The threat of sending toxic algae to the estuary “will have an influence” on the discharge decision, Kelly said Friday. “But if it comes to the point that we need to move water out of the lake because of the risk of (a dike breach), we’ll move water out of the lake.”
Lake O ‘in a good spot’
At an elevation of 15 feet, 2⅝ inches Wednesday morning, Lake O “is at an almost perfect level,” said Paul Gray, who studies the lake for Audubon Florida. “Maybe an inch or 2 high, but that’s OK.”
Lake O needs to reach 15 feet, Gray said, to put water on about 100,000 acres of marsh on the lake’s west side. Without that water, land-based plants take over where water-based plants ought to be, disrupting the lake’s ecosystem.
The higher level also is good for nesting snail kites and wading birds.
More: Stakeholders debate best levels for Lake Okeechobee
“The lake didn’t reach 15 feet last year, so now we’re in recovery mode,” Gray said.
One caveat: “If a storm comes in and raises the lake 2 or 3 feet, that’s not good,” Gray said. “But there aren’t any storms on the horizon, and we’re getting close to the end of the rainy season. It’s a risk, but not a big risk.”
If the discharges begin, the amount of Lake O water sent to the St. Lucie River will be limited because so much water is coming into the river already.
Guidelines call for a target flow of 630 million gallons of water a day through the St. Lucie Lock and Dam. On Tuesday, 251.3 million gallons of water, all rainwater runoff from western Martin County, flowed through the dam.
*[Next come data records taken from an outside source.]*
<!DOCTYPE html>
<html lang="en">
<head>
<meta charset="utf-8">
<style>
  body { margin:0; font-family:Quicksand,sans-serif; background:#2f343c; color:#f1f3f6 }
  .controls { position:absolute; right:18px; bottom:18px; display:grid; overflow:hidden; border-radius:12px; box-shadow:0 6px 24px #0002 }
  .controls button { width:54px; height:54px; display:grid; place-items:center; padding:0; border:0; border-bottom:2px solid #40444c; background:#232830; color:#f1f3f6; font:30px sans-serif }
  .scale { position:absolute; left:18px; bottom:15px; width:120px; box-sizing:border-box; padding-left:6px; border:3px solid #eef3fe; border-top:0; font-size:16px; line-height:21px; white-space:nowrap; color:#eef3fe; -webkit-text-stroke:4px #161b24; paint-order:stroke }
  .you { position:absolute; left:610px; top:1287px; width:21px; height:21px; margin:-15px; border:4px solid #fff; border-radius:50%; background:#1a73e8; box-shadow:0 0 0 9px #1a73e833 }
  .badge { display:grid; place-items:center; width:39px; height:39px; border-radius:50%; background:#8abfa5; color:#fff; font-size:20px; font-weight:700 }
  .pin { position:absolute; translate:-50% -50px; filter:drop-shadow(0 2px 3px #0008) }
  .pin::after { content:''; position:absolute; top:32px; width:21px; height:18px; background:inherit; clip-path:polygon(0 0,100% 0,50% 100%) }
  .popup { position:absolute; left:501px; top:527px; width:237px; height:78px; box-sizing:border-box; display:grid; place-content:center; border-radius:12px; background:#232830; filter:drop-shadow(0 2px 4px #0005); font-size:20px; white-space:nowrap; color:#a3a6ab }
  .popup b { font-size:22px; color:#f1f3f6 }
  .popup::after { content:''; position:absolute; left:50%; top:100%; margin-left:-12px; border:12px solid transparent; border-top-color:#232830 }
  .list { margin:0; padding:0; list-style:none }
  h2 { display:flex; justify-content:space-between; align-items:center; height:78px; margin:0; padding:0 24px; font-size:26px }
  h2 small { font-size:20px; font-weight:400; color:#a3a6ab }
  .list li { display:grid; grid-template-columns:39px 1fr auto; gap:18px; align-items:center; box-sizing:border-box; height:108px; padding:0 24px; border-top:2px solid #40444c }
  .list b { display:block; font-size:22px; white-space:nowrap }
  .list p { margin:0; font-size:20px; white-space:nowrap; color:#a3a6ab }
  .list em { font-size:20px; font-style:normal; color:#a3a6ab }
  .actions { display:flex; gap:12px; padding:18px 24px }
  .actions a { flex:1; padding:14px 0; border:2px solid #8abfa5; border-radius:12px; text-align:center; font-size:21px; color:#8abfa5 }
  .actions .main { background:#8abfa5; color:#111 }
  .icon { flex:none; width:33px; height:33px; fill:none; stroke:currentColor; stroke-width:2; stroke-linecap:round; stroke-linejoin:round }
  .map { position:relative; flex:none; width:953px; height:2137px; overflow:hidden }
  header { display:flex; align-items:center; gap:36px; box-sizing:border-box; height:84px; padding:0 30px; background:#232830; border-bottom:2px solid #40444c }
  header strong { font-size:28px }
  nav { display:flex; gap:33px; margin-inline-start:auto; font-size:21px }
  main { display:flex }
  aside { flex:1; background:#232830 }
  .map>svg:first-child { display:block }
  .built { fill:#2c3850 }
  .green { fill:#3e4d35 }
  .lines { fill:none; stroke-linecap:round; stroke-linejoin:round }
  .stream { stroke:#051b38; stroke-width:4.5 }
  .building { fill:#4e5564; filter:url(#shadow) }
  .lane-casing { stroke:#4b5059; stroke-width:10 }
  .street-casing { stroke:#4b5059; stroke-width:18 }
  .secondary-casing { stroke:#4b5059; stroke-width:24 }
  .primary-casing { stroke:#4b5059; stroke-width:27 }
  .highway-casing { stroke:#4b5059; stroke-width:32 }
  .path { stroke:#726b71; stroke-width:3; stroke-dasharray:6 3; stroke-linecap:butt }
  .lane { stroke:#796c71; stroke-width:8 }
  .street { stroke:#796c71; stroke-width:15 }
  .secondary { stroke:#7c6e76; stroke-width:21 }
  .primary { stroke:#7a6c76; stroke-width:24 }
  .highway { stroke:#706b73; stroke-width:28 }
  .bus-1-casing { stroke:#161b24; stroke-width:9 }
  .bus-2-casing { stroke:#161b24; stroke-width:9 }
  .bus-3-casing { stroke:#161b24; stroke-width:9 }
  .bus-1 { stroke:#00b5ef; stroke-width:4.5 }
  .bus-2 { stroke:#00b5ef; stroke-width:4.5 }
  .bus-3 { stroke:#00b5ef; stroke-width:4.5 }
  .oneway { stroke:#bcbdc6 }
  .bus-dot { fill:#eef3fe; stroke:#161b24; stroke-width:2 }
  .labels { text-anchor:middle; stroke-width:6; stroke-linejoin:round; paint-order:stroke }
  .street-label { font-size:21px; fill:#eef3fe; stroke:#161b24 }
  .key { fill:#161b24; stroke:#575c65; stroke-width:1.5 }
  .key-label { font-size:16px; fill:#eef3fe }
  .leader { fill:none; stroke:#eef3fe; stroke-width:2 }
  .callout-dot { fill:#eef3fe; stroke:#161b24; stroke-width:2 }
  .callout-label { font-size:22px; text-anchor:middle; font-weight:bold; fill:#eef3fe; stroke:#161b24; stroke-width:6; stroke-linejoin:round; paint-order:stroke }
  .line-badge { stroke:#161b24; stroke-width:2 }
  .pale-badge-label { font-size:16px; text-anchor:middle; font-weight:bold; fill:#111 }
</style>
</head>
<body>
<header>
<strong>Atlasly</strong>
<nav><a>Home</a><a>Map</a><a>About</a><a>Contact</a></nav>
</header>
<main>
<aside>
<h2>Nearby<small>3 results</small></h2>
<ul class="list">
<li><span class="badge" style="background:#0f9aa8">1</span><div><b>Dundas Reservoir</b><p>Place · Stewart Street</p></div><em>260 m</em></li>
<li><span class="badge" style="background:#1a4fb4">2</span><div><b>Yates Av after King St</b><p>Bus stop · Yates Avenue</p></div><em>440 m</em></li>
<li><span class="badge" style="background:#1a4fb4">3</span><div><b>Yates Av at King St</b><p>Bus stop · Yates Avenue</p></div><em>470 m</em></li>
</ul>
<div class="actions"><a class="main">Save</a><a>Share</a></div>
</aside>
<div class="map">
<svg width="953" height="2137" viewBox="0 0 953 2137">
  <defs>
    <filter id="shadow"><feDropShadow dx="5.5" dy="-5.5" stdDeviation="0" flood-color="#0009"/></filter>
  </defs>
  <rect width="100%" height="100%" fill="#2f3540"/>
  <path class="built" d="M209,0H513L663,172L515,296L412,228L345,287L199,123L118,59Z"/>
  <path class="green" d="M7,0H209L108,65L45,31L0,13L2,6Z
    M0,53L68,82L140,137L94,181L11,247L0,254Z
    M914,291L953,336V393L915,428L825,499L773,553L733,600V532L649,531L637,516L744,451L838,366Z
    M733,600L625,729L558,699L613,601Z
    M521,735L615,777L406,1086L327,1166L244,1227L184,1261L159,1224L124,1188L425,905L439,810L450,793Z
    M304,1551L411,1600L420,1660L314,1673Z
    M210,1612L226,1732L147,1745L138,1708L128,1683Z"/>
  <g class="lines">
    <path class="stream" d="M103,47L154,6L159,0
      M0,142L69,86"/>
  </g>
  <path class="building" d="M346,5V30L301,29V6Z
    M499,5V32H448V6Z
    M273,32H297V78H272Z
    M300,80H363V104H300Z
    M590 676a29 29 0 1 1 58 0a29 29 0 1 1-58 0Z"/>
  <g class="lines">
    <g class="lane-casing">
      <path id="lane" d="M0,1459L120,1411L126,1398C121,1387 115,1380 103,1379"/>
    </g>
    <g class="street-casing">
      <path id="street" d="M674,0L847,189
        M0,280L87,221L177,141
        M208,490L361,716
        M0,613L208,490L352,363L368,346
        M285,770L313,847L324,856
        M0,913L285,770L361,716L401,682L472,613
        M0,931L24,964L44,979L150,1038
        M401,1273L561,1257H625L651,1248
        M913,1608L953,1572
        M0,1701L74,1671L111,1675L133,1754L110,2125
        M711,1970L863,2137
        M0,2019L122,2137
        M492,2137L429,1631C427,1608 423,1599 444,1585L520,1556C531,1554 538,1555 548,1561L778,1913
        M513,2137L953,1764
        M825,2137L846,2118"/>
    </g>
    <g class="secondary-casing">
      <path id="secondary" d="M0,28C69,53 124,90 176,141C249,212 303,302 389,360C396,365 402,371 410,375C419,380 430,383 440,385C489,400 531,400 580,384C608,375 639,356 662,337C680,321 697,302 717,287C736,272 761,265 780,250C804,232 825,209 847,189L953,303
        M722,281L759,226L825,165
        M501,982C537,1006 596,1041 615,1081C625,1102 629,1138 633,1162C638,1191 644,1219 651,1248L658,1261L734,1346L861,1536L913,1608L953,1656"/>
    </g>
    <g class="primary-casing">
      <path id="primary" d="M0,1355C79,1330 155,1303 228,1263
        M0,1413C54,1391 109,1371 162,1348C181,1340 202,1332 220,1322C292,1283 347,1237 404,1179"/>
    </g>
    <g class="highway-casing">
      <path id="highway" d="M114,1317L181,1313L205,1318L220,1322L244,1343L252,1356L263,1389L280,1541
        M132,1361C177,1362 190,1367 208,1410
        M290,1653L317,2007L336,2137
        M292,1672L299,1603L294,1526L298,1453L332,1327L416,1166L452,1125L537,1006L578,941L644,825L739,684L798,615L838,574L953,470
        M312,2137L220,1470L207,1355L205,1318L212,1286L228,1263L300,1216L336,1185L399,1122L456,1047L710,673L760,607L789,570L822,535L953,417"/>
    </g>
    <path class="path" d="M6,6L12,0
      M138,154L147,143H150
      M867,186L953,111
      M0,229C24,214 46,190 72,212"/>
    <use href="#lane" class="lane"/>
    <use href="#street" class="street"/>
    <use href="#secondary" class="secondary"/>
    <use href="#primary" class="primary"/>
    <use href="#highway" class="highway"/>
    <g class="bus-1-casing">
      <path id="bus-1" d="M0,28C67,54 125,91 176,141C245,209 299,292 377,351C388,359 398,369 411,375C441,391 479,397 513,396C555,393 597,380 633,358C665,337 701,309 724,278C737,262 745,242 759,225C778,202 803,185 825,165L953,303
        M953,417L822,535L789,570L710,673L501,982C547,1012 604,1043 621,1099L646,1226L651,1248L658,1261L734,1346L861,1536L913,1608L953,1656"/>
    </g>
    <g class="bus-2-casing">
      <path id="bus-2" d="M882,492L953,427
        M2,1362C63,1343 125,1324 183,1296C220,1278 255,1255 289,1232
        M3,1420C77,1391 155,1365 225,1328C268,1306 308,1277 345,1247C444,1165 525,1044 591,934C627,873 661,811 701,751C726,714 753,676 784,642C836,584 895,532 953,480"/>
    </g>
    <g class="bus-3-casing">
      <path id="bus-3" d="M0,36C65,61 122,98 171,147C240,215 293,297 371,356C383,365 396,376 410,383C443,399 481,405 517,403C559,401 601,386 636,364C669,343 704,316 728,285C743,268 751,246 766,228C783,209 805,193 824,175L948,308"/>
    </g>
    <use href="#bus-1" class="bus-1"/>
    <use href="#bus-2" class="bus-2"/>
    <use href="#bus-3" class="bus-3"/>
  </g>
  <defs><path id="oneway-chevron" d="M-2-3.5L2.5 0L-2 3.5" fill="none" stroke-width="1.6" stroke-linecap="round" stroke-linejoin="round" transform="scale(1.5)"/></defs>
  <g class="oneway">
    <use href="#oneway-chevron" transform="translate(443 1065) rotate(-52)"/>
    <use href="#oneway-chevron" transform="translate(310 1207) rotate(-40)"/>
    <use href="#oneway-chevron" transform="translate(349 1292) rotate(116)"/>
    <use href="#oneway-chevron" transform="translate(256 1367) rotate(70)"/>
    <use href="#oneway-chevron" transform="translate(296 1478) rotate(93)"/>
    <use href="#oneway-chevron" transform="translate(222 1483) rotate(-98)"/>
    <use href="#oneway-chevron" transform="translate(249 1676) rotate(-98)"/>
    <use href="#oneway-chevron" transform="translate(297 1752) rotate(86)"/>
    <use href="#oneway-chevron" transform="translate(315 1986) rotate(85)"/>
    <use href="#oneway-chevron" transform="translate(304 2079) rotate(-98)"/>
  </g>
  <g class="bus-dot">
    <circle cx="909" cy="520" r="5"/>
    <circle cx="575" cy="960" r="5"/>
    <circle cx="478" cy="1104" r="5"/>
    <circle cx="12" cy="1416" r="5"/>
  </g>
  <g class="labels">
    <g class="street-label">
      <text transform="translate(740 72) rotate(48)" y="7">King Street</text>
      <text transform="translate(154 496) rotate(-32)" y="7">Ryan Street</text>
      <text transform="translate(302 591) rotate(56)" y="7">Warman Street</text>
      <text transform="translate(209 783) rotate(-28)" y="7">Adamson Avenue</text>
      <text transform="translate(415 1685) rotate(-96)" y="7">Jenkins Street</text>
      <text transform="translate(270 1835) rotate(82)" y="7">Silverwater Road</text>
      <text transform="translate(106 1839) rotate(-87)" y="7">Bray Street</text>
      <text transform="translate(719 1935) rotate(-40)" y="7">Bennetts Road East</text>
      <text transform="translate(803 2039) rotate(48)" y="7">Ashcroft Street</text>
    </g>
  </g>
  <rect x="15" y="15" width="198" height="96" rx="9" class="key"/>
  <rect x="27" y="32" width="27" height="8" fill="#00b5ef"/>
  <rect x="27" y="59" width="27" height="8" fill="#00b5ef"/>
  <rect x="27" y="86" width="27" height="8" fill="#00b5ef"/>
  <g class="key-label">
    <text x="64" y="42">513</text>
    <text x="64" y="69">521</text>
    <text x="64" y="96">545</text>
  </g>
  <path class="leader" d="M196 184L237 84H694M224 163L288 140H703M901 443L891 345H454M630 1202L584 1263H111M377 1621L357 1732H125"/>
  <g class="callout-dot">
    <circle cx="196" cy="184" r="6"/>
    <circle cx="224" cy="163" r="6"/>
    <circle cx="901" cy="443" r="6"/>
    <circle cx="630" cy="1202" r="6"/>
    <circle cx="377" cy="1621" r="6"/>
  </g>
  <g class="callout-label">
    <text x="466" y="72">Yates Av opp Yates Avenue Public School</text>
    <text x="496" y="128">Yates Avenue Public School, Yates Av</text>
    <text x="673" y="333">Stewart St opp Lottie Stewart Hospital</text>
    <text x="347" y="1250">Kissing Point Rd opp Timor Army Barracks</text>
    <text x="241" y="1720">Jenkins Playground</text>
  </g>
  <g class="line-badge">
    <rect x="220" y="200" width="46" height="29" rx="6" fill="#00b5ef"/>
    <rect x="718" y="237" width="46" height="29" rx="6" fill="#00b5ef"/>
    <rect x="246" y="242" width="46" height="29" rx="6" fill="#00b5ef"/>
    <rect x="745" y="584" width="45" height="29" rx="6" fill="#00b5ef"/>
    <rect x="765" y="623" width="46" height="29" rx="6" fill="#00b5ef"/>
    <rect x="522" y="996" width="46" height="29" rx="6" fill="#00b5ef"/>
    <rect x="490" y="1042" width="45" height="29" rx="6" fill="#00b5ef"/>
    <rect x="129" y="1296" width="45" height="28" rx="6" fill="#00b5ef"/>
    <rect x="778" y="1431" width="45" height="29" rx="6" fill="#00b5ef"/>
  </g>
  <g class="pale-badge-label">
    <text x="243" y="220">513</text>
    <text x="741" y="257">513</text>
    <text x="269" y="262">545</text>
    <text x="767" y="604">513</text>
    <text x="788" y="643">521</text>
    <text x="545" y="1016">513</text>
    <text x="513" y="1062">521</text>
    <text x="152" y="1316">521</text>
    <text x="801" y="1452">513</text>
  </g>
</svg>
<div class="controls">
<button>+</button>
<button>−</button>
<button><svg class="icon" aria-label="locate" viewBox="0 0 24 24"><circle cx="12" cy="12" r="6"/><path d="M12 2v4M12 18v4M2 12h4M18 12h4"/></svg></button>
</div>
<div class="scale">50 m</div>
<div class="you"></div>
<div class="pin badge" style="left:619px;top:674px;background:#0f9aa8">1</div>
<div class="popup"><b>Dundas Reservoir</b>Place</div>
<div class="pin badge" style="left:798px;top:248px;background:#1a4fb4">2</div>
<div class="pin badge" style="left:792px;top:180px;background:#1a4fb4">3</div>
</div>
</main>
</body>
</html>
That would limit discharges of Lake O water to 378.7 million gallons a day.
The target flow from Lake O to the Caloosahatchee River would be 1.6 billion gallons a day. That estuary is already getting a daily average of 2.6 billion gallons from rainwater runoff, so discharging lake water would have to wait until the flow drops by at least 1 billion gallons a day.
“Even if you did the full releases the regulations call for, you’ll lower the lake by about an inch in a week,” Gray said. “If a storm raises the lake by a foot or 2, that inch isn’t a lot of protection. The end of the wet season isn’t the time to try to lower the lake.”